Литературная Москва. Дома и судьбы, события и тайны — страница 73 из 150


Дом № 6/2 по Большой Никитско


Да и до постройки этого дома, в старой еще Москве, это место не раз отличалось литературными именами. Здесь, например, стоял когда-то дом, в котором с 1762 до (видимо) 1786 г. жил премьер-майор Иван Андреевич Фонвизин и его жена Екатерина Васильевна (урожд. Дмитриева-Мамонова), родители драматурга Дениса Фонвизина и его брата, поэта, переводчика, будущего директора Московского университета Павла. Здесь Денис Фонвизин останавливался, приезжая в Москву в 1765, 1768–1769 гг., когда закончил комедию «Бригадир», и в 1783 г., когда в театре Медокса (на месте части нынешнего Большого театра) был поставлен его великий «Недоросль». Позднее здесь, уже в другом несохранившемся доме, в ректорском корпусе университета, который занимал тогда ректор и профессор А. В. Болдырев, жил с 1836 г. критик, журналист, основатель и издатель журнала «Телескоп» (1831–1836) — Николай Иванович Надеждин, у которого останавливался «неистовый критик» Виссарион Белинский.

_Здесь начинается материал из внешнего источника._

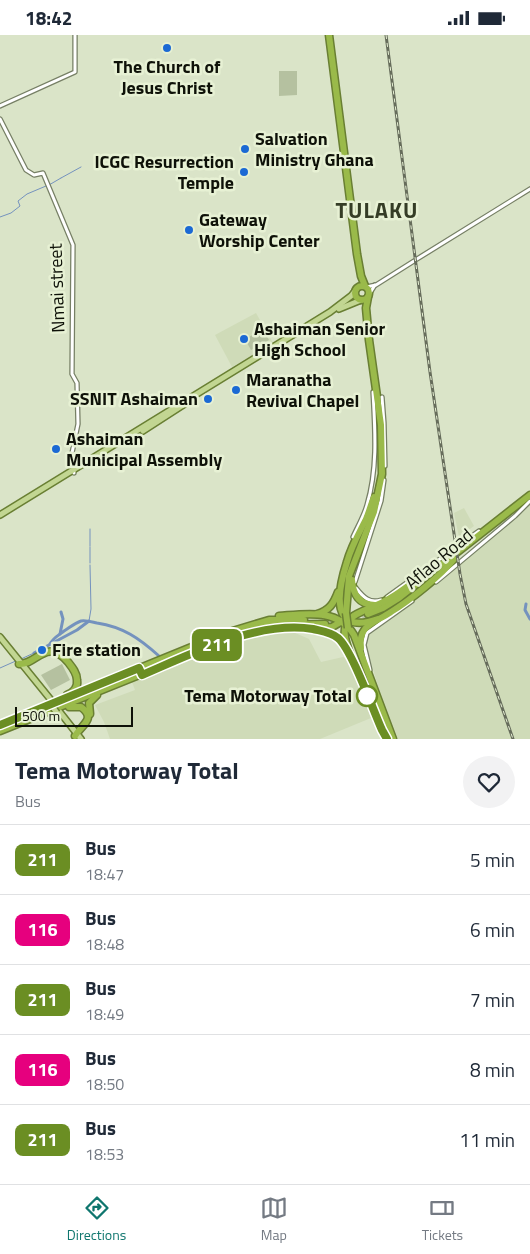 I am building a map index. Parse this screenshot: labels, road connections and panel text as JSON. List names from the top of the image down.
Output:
{
  "streets": {
    "highway": ["Aflao Road"],
    "street": ["Nmai street"]
  },
  "districts": ["TULAKU"],
  "places": [
    "The Church of Jesus Christ",
    "Salvation Ministry Ghana",
    "ICGC Resurrection Temple",
    "Gateway Worship Center",
    "Ashaiman Senior High School",
    "Maranatha Revival Chapel",
    "SSNIT Ashaiman",
    "Ashaiman Municipal Assembly",
    "Fire station",
    "Tema Motorway Total"
  ],
  "lines": ["bus line 211"],
  "scale_bar": "500 m",
  "page": {
    "status": "18:42",
    "on_map": "211",
    "scale": "500 m",
    "heading": ["Tema Motorway Total", "Bus"],
    "list": [
      {
        "mark": "211",
        "name": "Bus",
        "note": "18:47",
        "value": "5 min"
      },
      {
        "mark": "116",
        "name": "Bus",
        "note": "18:48",
        "value": "6 min"
      },
      {
        "mark": "211",
        "name": "Bus",
        "note": "18:49",
        "value": "7 min"
      },
      {
        "mark": "116",
        "name": "Bus",
        "note": "18:50",
        "value": "8 min"
      },
      {
        "mark": "211",
        "name": "Bus",
        "note": "18:53",
        "value": "11 min"
      }
    ],
    "tabs": ["Directions", "Map", "Tickets"]
  }
} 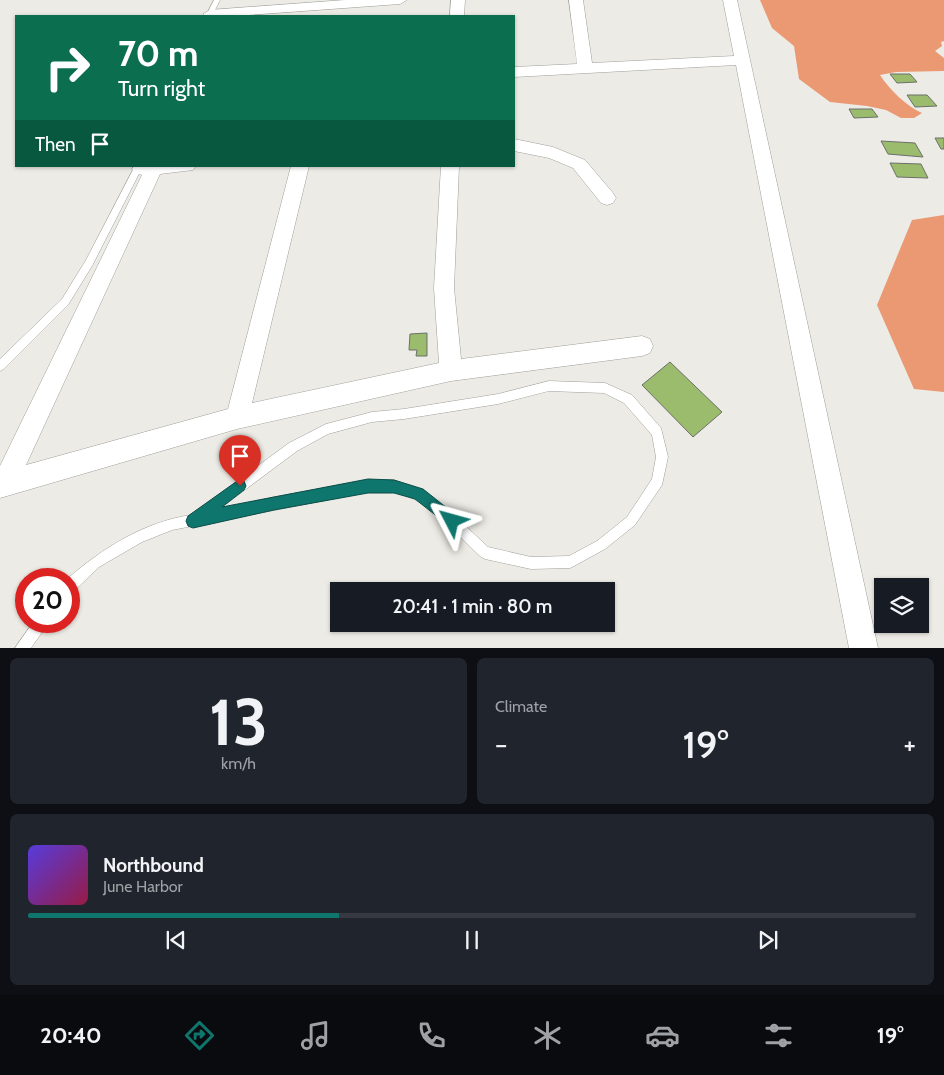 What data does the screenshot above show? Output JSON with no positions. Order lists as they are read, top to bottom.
{
  "page": {
    "turn": ["70 m", "Turn right"],
    "then": "Then",
    "limit": "20",
    "trip": "20:41 · 1 min · 80 m",
    "tile": [
      ["13", "km/h"],
      "Climate"
    ],
    "heat": ["−", "19°", "+"],
    "song": ["Northbound", "June Harbor"],
    "tabs": ["20:40", "19°"]
  }
} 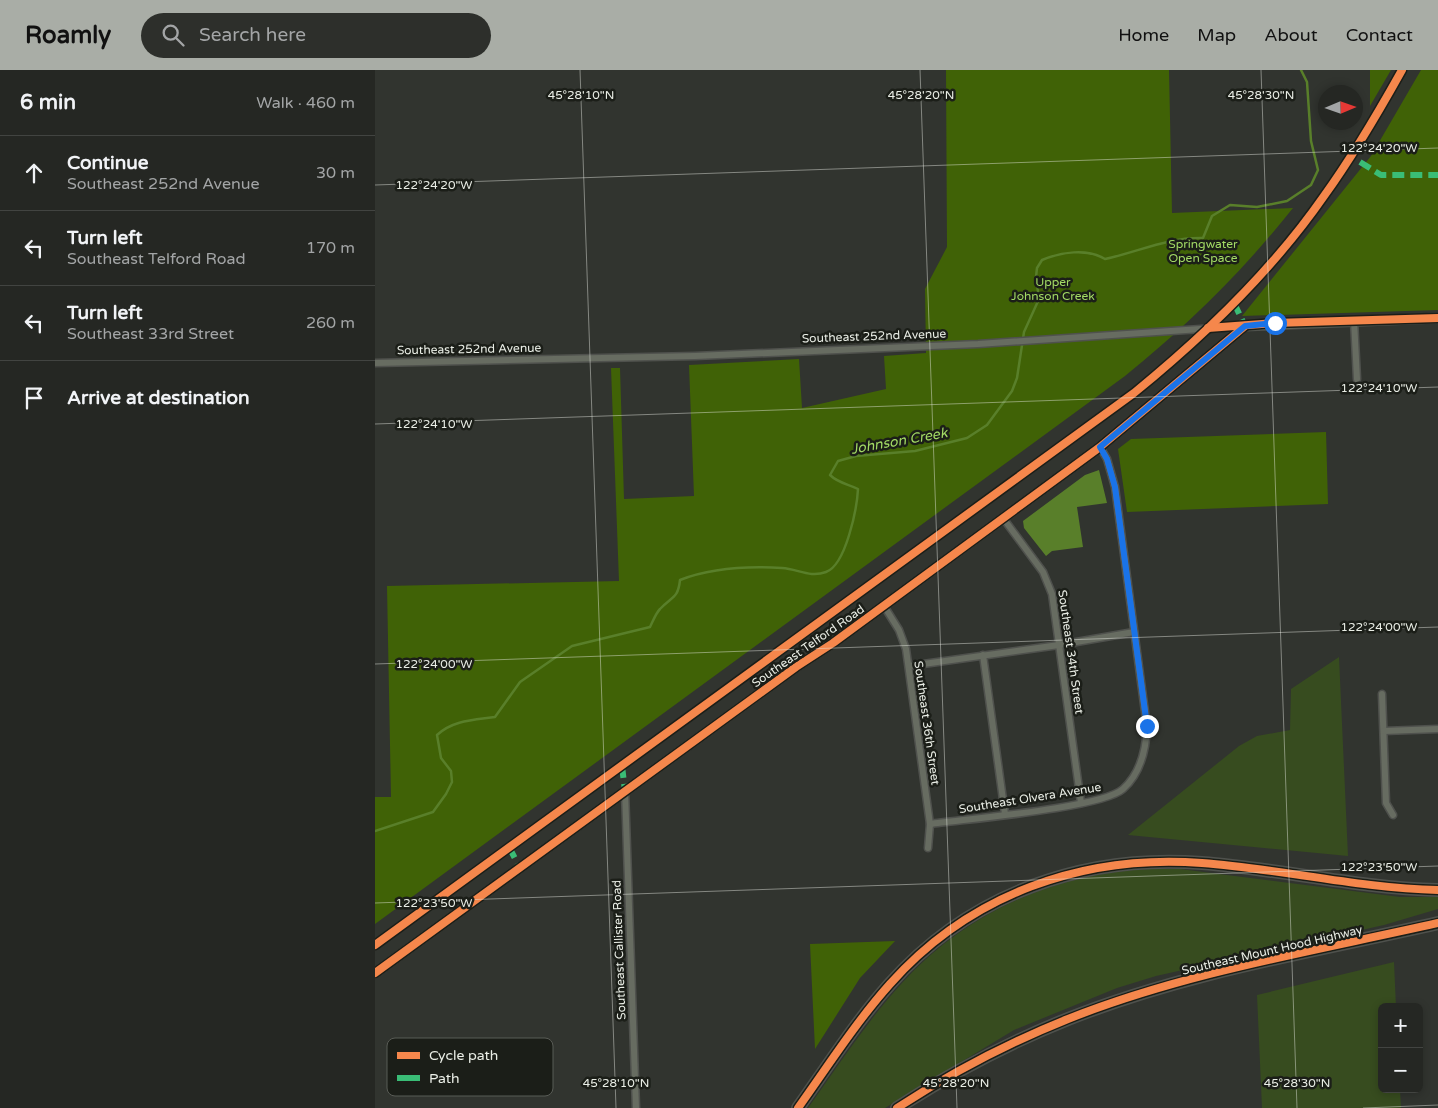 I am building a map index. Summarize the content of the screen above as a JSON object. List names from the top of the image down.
{
  "streets": {
    "highway": ["Southeast Mount Hood Highway"],
    "street": [
      "Southeast 252nd Avenue",
      "Southeast Telford Road",
      "Southeast 34th Street",
      "Southeast 36th Street",
      "Southeast Olvera Avenue",
      "Southeast Callister Road"
    ]
  },
  "crossings": [
    ["Southeast 252nd Avenue", "Southeast Telford Road"],
    ["Southeast Telford Road", "Southeast 34th Street"],
    ["Southeast Telford Road", "Southeast 36th Street"],
    ["Southeast Telford Road", "Southeast Olvera Avenue"],
    ["Southeast Telford Road", "Southeast Callister Road"],
    ["Southeast 34th Street", "Southeast Olvera Avenue"],
    ["Southeast 36th Street", "Southeast Olvera Avenue"]
  ],
  "water": ["Johnson Creek"],
  "parks": ["Springwater Open Space", "Upper Johnson Creek"],
  "legend": ["Cycle path", "Path"],
  "north": "right",
  "page": {
    "header": "Roamly",
    "search": "Search here",
    "nav": [
      "Home",
      "Map",
      "About",
      "Contact"
    ],
    "heading": ["6 min", "Walk · 460 m"],
    "list": [
      ["Continue", "Southeast 252nd Avenue", "30 m"],
      ["Turn left", "Southeast Telford Road", "170 m"],
      ["Turn left", "Southeast 33rd Street", "260 m"],
      "Arrive at destination"
    ],
    "map_buttons": ["+", "−"]
  },
  "coordinates": [
    "45°28'10\"N",
    "45°28'20\"N",
    "45°28'30\"N",
    "122°24'20\"W",
    "122°24'10\"W",
    "122°24'00\"W",
    "122°23'50\"W"
  ]
}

А в нынешнем доме, построенном, как я сказал уже, в 1902-м для Зоомузея, жил биолог-эволюционист, академик (1925) Алексей Северцев и его дети — Сергей и художница — Наталья Северцева. В квартире Северцевых в 1938–1939 гг. жила в гостях, к слову, известный график, мастер силуэта Елизавета Сергеевна Кругликова, которую именно здесь рисовал, создав два ее портрета, сам Нестеров. И к слову же, в этом здании в 1920-х гг. жил поэт, прозаик Степан Брусков (Сергей Степанович Степанов), в квартире которого в 1922 г. был организован Коллектив рабоче-крестьянских писателей и у которого бывали Неверов, Телешов, Пришелец (Ходаков), Волжский и др.

Наконец, здесь до 1936 г. в служебной квартире жил биолог, но и поэт, прозаик и мемуарист Борис Сергеевич Кузин, у которого в начале 1930-х гг. останавливался поэт Осип Эмильевич Мандельштам и его жена — Надежда Яковлевна Мандельштам. Все трое познакомились на юге и с тех пор уже не расставались. Говорят, что именно здесь, у Кузина, поэт и написал свое знаменитое, еще вполне легкомысленное стихотворение «Все лишь бредни, шерри-бренди, ангел мой…». Но времена наступали суровые, и хозяин квартиры как раз здесь в 1930-м был арестован в первый раз, в 1933-м — во второй, а в 1935 г. и до 1953 г. — в третий раз… Ныне, кстати, выпущен солидный том — «Борис Кузин. Воспоминания, произведения, переписка, Надежда Мандельштам. 192 письма к Б. Кузину».

Ну и главное, наконец. В этом же доме, но в квартире на 1-м этаже (вход с Никитского пер., 2, в ворота и — направо, 1-й, заколоченный ныне, подъезд), с 1920 г. и до конца своих дней жил муж Натальи Северцевой — «римлянин времен упадка» — художник, искусствовед, музыковед, литературовед, филолог, философ, переводчик Александр Георгиевич Габричевский. Самого его именно здесь трижды арестовывали и отправляли в заключение (1930–932, 1935–1936 и 1941–1944 гг.). Но в этой квартире Северцевых-Габричевских, в узкой комнатке с одним окном, останавливались, представьте, а возможно, и спали в одной постели (в разные годы, разумеется) Марина Цветаева и Анна Ахматова.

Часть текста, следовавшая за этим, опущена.